Die OTH in Regensburg setzte dagegen alle Prüfungen und Lehrveranstaltungen für den Montag ab, wie die Hochschule auf ihrer Internetseite mitteilte.

Die Handwerkskammer Niederbayern-Oberpalz stellt den Auszubildenden frei, ob sie die Überbetriebliche Lehrlingsunterweisung (ÜLU) der Handwerkskammer besuchen. Ebenfalls ist es Teilnehmern der Meisterschulen der HWKNO freigestellt, ob sie die Kurse an diesem Tag besuchen. Wer nicht erscheint, wird gebeten, sich telefonisch abzumelden. Grundsätzlich finden alle geplanten Kurse nach Information der Handwerkskammer statt.

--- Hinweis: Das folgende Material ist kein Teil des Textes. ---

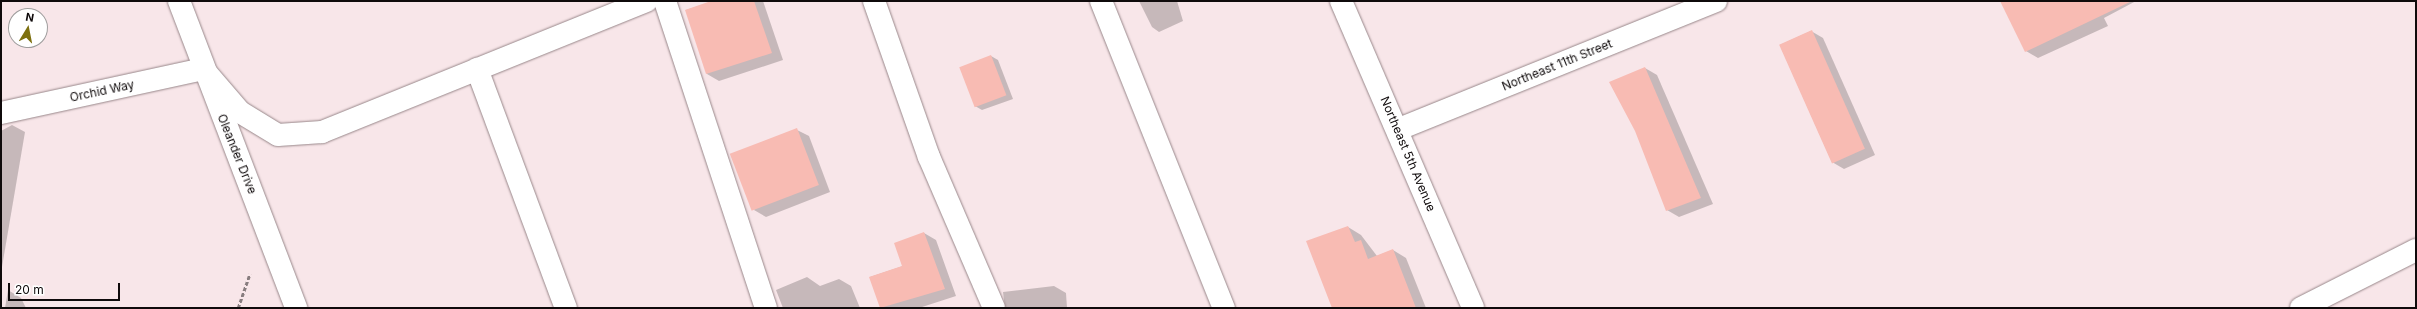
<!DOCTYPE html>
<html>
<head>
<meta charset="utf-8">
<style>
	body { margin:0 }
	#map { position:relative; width:2417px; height:309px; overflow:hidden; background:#f8e6e9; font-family:Inter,sans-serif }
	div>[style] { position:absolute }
	.shadow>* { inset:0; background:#0003 }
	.building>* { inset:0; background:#f8bbb3; transform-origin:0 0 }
	.path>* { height:2.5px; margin-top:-1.25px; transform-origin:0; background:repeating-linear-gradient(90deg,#887d7f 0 4px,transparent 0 6px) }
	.roads { filter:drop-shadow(0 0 1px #98878a) drop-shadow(0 0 1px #98878a) }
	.minor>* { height:22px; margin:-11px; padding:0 11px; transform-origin:11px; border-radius:11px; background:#fff }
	span { translate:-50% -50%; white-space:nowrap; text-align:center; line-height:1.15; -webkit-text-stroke:3px #fff; paint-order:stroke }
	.street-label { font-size:12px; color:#0f0a0b }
	.frame { position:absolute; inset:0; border:2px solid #0f0a0b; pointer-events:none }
	.north { position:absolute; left:8px; top:8px; width:40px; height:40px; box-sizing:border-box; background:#fff; border:1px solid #9f9d9d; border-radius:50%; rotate:10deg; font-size:11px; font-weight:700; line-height:16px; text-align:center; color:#0f0a0b }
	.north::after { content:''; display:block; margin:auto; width:14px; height:18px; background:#7d700f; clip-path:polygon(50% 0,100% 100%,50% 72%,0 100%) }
	.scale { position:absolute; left:8px; top:283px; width:112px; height:18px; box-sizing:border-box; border:2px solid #0f0a0b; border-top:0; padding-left:5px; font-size:12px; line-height:14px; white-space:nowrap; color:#0f0a0b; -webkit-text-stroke:3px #fff; paint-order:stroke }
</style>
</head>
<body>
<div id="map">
	<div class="shadow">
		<i style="clip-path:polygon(714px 1px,763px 1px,783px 60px,719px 81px,707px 74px,686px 10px)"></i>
		<i style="clip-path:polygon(1139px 1px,1177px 1px,1183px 21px,1159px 32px,1152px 27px)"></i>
		<i style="clip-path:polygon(2001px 1px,2136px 1px,2104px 18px,2108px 26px,2038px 58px,2026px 51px)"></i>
		<i style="clip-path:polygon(1811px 31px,1823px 38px,1875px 155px,1844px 169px,1832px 162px,1780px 45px)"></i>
		<i style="clip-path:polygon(991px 56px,998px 60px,1013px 99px,982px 110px,975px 106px)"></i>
		<i style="clip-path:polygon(1645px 68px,1657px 75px,1713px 204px,1679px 217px,1667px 210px)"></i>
		<i style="clip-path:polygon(12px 125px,25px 132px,2px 267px,1px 131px)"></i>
		<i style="clip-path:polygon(797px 130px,809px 136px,830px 192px,766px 217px,754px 210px)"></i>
		<i style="clip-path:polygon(1348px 227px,1361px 235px,1377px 256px,1393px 250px,1406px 258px,1426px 308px,1333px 308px)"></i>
		<i style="clip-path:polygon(924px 233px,936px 240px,956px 296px,919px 308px,881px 308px,870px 277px,903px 266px)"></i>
		<i style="clip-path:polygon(807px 277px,820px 286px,839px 279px,851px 286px,860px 308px,783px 308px,776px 290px)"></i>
		<i style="clip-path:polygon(1054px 286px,1066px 293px,1067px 308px,1005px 308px,1003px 292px)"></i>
		<i style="clip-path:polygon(8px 290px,21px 298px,26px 308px,5px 308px)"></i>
	</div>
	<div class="building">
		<i style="clip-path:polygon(711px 1px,754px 1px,772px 53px,706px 74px,685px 10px)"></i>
		<i style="clip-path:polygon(2000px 1px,2132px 1px,2025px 52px)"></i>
		<i style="left:1812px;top:30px;width:130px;height:36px;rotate:66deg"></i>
		<i style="left:991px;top:55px;width:43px;height:34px;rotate:69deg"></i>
		<i style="clip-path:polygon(1645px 67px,1701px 198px,1666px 211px,1635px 131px,1609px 82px)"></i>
		<i style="left:797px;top:128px;width:61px;height:72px;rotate:69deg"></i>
		<i style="clip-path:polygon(1348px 226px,1355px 242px,1361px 240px,1368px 259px,1393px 249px,1416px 308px,1332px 308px,1306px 241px)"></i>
		<i style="clip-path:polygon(924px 232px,945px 289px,880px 308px,869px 277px,902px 266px,894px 243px)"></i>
	</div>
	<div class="path">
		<i style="left:238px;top:308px;width:36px;rotate:-71deg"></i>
	</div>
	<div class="roads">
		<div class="minor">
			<i style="left:179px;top:1px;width:329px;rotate:69.1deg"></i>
			<i style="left:665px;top:1px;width:323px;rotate:71.8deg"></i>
			<i style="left:874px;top:1px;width:165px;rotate:70.6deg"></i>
			<i style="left:929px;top:157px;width:164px;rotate:66.7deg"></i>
			<i style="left:1101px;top:1px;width:331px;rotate:68.2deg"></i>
			<i style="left:1341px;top:1px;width:334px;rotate:66.7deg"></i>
			<i style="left:477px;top:69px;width:255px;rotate:69.6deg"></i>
			<i style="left:1px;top:113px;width:207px;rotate:-12.3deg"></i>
			<i style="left:203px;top:69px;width:57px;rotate:49.3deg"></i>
			<i style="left:240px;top:112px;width:44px;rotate:31.2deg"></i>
			<i style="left:278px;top:135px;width:44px;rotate:-3.9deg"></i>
			<i style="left:322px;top:132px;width:350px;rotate:-22deg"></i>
			<i style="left:1399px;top:129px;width:342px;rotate:-22deg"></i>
			<i style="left:2301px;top:308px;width:129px;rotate:-26.8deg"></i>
		</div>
	</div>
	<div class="street-label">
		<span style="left:1557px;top:65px;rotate:-22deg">Northeast 11th Street</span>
		<span style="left:102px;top:91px;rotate:-12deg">Orchid Way</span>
		<span style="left:237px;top:154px;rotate:68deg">Oleander Drive</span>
		<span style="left:1408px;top:154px;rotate:67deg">Northeast 5th Avenue</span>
	</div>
	<div class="frame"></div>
	<div class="north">N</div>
	<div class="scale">20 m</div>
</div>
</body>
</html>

Arbeitsrechtlich ist die grundsätzliche Regelung, dass Arbeitnehmer am Arbeotsplatz erscheinen müssen. Ist ihnen das nicht möglich, so müssen sie sich schnellstmöglich bei Ihrem Arbeitgeber melden und mit ihm absprechen, ob beispielsweise Home Office möglich ist. Bei Fernbleiben kann der Arbeitgeber den Lohn einbehalten oder verlangen, die Fehlzeit nachzuarbeiten.

Weniger Passanten in der Altstadt

Bemerkbar machte sich „Sabine“ auch in der Regensburger Altstadt. Wesentlich weniger Passanten als sonst waren dort am Montag anzutreffen, bestätigte Berthold Zacharias, Inhaber des Fotohauses Zacharias und Schatzmeister von Faszination Altstadt e.V. der Mittelbayerischen. Zacharias selbst musste auf Mitarbeiter verzichten, die wegen des Schulausfalls zu Hause bei ihren Kindern geblieben waren. Für die Dauer eines Tages sei dies jedoch zu schultern, so Zacharias.